For those interested, let’s look at the details. In early- and mid-G1, cyclin D is active. Cyclin D activates CDK4 and CDK6. These two CDKs perform their jobs as master regulators. They define gene expression in early- and mid-G1. But neither is capable of phosphorylating (and thus deactivating) Cdc6, Cdt1 or ORC. So, conditions are such in early- and mid-G1 that Cdc6, Cdt1, and ORC are all in their un-phosphorylated, active forms and are busy licensing replication origins.

Everything changes in late G1 and S phases. In late G1, cyclin D levels decrease, and cyclin E levels increase. Cyclin E activates its partner CDK2. Because cyclin D is no longer present, CDK4 and CDK6 are also inactive. Soon after, in S phase, cyclin E levels decline and cyclin A is expressed, which activates CDK1 and CDK2. CDK2 will play the leading role in our story. It is active in both late G1 and S phases.

As mentioned, activated CDK2 will target Cdc6, Cdt1 and ORC for phosphorylation. What is the effect of these phosphorylations? I'll go one by one.

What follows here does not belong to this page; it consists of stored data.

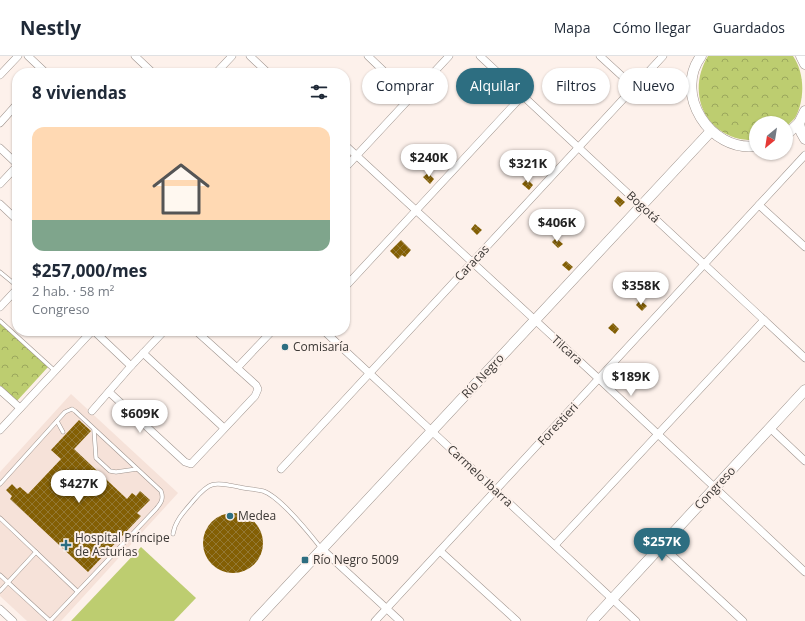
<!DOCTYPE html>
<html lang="es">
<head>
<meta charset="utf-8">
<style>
	body { margin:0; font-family:"Open Sans",sans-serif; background:#f2f2f3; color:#1f2937; height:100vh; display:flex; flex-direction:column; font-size:15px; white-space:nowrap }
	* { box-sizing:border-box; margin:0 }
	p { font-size:13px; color:#747a83 }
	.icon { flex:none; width:22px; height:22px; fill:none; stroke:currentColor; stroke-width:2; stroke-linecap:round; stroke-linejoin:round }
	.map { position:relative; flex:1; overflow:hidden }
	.side { position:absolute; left:12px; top:12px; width:338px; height:268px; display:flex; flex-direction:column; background:#fff; border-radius:16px; box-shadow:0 1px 3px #0004 }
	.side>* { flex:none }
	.hud { position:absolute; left:362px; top:12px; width:380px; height:36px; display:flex; gap:8px }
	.needle { width:26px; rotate:210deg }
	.controls { position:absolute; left:749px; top:60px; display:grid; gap:8px }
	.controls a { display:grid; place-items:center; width:44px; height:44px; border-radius:50%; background:#fff; box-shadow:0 1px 3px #0004; font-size:20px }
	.price { position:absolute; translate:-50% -34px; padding:0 9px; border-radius:14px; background:#fff; color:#222; font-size:13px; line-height:26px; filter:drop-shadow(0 1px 2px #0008) }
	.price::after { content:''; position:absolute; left:50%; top:24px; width:12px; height:9px; margin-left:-6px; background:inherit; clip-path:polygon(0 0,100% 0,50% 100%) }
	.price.active { background:#2d6e81; color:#fff }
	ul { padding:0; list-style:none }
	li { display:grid; align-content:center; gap:8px; height:212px; padding:0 20px }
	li+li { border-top:1px solid #e0e1e3 }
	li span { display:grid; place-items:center; height:124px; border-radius:12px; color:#555 }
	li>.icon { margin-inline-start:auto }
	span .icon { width:72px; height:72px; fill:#fffc; stroke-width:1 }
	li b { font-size:17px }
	h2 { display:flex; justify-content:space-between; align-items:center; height:48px; padding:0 20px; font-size:17px }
	.chip { padding:0 14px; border-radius:18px; background:#fff; box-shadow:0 1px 3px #0004; font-size:14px; line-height:36px }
	.chip.active { background:#2d6e81; color:#fff }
	header { display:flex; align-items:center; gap:24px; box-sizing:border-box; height:56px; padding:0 20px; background:#fff; border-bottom:1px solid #e0e1e3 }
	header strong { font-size:19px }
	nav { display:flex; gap:22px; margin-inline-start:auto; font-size:14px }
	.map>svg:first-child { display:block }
	.built { fill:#f6e2d9 }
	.grass { fill:#bdcd70 }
	.park { fill:url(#park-crowns) }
	.building { fill:url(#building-cross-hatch) }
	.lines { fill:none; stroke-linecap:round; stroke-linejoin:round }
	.service-casing { stroke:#9f948e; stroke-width:4.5 }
	.minor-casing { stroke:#9f948e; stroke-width:8 }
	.secondary-casing { stroke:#9f948e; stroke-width:11 }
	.service { stroke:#fff; stroke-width:3.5 }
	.minor { stroke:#fff; stroke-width:7 }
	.secondary { stroke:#fff; stroke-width:10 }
	.poi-dot { fill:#2d6e81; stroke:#fdf1eb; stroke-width:1.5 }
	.labels { text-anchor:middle; stroke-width:4; stroke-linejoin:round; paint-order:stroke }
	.street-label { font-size:12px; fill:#3c3835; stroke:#fdf1eb }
	.poi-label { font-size:12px; fill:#3c3835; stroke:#fdf1eb; text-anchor:start }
</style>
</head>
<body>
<header>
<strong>Nestly</strong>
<nav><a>Mapa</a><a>Cómo llegar</a><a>Guardados</a></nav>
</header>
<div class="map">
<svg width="805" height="565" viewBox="0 0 805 565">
	<defs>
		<pattern id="park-crowns" width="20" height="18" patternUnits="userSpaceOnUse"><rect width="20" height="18" fill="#bdcd70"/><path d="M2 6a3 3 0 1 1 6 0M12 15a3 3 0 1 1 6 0" fill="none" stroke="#9ba75d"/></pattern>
		<pattern id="building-cross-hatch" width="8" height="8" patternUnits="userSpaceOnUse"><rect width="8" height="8" fill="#835f04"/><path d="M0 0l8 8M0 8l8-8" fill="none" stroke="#937834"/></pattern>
	</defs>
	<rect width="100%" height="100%" fill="#fdf1eb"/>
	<polygon class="built" points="71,338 178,437 61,565 27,565 0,540 0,416"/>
	<polygon class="grass" points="141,491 196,542 174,565 71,565"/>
	<g class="park">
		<path d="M708 0H793C805 17 805 44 795 62 792 65 789 68 786 71V67H756V84C751 84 745 84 740 83 701 74 688 33 708 0Z"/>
		<polygon points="0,267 48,311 16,346 0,332"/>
	</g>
	<g class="building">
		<polygon points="435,99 441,105 437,110 430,104"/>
		<polygon points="428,117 434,123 430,128 423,121"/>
		<polygon points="527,123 533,129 529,134 522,128"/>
		<polygon points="618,140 625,146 620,151 614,145"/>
		<polygon points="475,168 482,174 477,179 471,173"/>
		<polygon points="556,182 563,188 558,192 552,186"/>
		<polygon points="401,184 411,194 405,201 402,199 398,203 390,195"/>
		<polygon points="566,205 573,211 569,215 562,209"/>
		<polygon points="640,244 647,250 642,255 636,249"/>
		<polygon points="613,267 619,273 615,278 608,272"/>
		<polygon points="79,364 91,375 74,393 127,443 132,437 136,440 140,435 150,444 137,457 141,460 88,516 10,443 12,440 6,434 12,428 17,433 20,431 28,438 61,403 51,394"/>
		<circle cx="233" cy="487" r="30"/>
	</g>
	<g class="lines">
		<g class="service-casing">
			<g id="service">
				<polyline points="0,216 17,230"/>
				<polyline points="0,265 55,315"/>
				<polyline points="57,365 63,376"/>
				<polyline points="94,374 96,402 110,415 116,416 137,413"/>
				<path d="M0 428 65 356 72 353 75 355 161 435C164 443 161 447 156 453L50 565 0 519"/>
				<polyline points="0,462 77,535"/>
				<path d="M173 478C175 464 185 455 194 444 210 425 214 426 239 431 246 433 255 433 263 435 279 440 310 478 321 492"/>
				<polyline points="0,535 36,496"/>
			</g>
		</g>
		<g class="minor-casing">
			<g id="minor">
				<polyline points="28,0 46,17"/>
				<polyline points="135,0 153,17"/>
				<polyline points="250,0 268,17"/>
				<polyline points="368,0 411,41"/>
				<polyline points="480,0 805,302"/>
				<polyline points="600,0 634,31"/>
				<polyline points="216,17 232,0"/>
				<polyline points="0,19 18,0"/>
				<polyline points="0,67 17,48"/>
				<polyline points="345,89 599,323 805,516"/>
				<polyline points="0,92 17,108"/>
				<polyline points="345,112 449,0"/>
				<polyline points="0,128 17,110"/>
				<polyline points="0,148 17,164"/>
				<polyline points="759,149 805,191"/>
				<polyline points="345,231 523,39"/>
				<polyline points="0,251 17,233"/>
				<polyline points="94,275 131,310"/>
				<polyline points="324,275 636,565"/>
				<polyline points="143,297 224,372"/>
				<polyline points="237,312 272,275"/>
				<polyline points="0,334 20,352"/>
				<polyline points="109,336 185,406 191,408 255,340 258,333 256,329 196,275"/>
				<polyline points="92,355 131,310 164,275"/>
				<polyline points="770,372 805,405"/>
				<polyline points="0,374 92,275"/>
				<polyline points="281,413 663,0"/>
				<polyline points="555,489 764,264"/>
				<polyline points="662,490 743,565"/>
				<polyline points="322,493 400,565"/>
				<polyline points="440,495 517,565"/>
				<polyline points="0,553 13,565"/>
				<polyline points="375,565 805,99"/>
			</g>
		</g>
		<g class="secondary-casing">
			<g id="secondary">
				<path d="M701 0C673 38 710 96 756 90"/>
				<polyline points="801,0 805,8"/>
				<polyline points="799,67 801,76 805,83"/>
				<polyline points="786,79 799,67 805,55"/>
				<polyline points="255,565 711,75"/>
				<polyline points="592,565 805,334"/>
			</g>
		</g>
		<use href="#service" class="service"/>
		<use href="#minor" class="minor"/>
		<use href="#secondary" class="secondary"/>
	</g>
	<g class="poi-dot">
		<circle cx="285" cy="291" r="4"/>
		<circle cx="230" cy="460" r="4"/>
		<path d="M64 483h4v4h4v4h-4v4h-4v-4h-4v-4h4z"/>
		<rect x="301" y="500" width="8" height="8" rx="2"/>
	</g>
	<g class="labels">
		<g class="street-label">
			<text transform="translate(643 151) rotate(43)" y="4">Bogotá</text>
			<text transform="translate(472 207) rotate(-47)" y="4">Caracas</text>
			<text transform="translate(567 294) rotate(42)" y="4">Tilcara</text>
			<text transform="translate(483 320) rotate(-47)" y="4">Río Negro</text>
			<text transform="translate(558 368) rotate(-47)" y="4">Forestieri</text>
			<text transform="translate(480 420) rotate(43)" y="4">Carmelo Ibarra</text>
			<text transform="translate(715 432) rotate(-47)" y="4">Congreso</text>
		</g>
		<g class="poi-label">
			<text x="293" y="295">Comisaría</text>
			<text x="238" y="464">Medea</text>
			<text x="75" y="486">Hospital Príncipe<tspan x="75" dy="14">de Asturias</tspan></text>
			<text x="313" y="508">Río Negro 5009</text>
		</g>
	</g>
</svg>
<div class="controls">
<a><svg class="needle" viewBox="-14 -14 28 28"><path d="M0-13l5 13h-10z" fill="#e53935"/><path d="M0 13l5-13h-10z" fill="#747a83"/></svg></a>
</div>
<b class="price" style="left:429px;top:122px">$240K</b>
<b class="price" style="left:528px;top:128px">$321K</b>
<b class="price" style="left:557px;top:187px">$406K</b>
<b class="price" style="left:641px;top:250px">$358K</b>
<b class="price" style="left:631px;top:341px">$189K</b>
<b class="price" style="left:140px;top:378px">$609K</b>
<b class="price" style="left:79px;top:448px">$427K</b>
<b class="price active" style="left:662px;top:506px">$257K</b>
<div class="hud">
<a class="chip">Comprar</a>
<a class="chip active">Alquilar</a>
<a class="chip">Filtros</a>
<a class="chip">Nuevo</a>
</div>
<section class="side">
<h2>8 viviendas<svg class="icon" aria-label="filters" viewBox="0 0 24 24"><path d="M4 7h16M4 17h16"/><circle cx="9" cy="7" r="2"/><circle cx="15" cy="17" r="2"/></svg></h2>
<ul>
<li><span style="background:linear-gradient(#ffd9b3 75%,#7fa58c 0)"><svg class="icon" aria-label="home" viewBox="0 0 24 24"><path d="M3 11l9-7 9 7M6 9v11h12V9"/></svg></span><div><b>$257,000/mes</b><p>2 hab. · 58 m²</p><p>Congreso</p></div></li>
</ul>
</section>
</div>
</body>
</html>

Cdc6: CDK2 phosphorylation of Cdc6 in late G1 and in S phase marks the protein for export out of the nucleus and for degradation.

Cdt1: Phosphorylation of Cdt1 flags it for the attachment of another protein degradation marker called ubiquitin. Also in S phase, another non-kinase protein called geminin starts to be expressed. It, too, binds to Cdt1, rendering it inactive. So there are two redundant mechanisms for Cdt1 inactivation.

ORC: CDK2 phosphorylates ORC in late G1, weakening its replication origin licensing ability. Then, in S phase, ORC is phosphorylated again by CDK2. The second phosphorylation dissociates ORC from the replication origin and leads to its destruction.

Thus, in late G1 and S phases, CDK2 phosphorylates all three of the proteins required for origin licensing. Phosphorylation renders all of them inactive, either by export out of the nucleus, by degradation, or by attaching to some other protein that impedes function. With these proteins out of the picture, no replication origin licensing can occur in S phase. Tricky!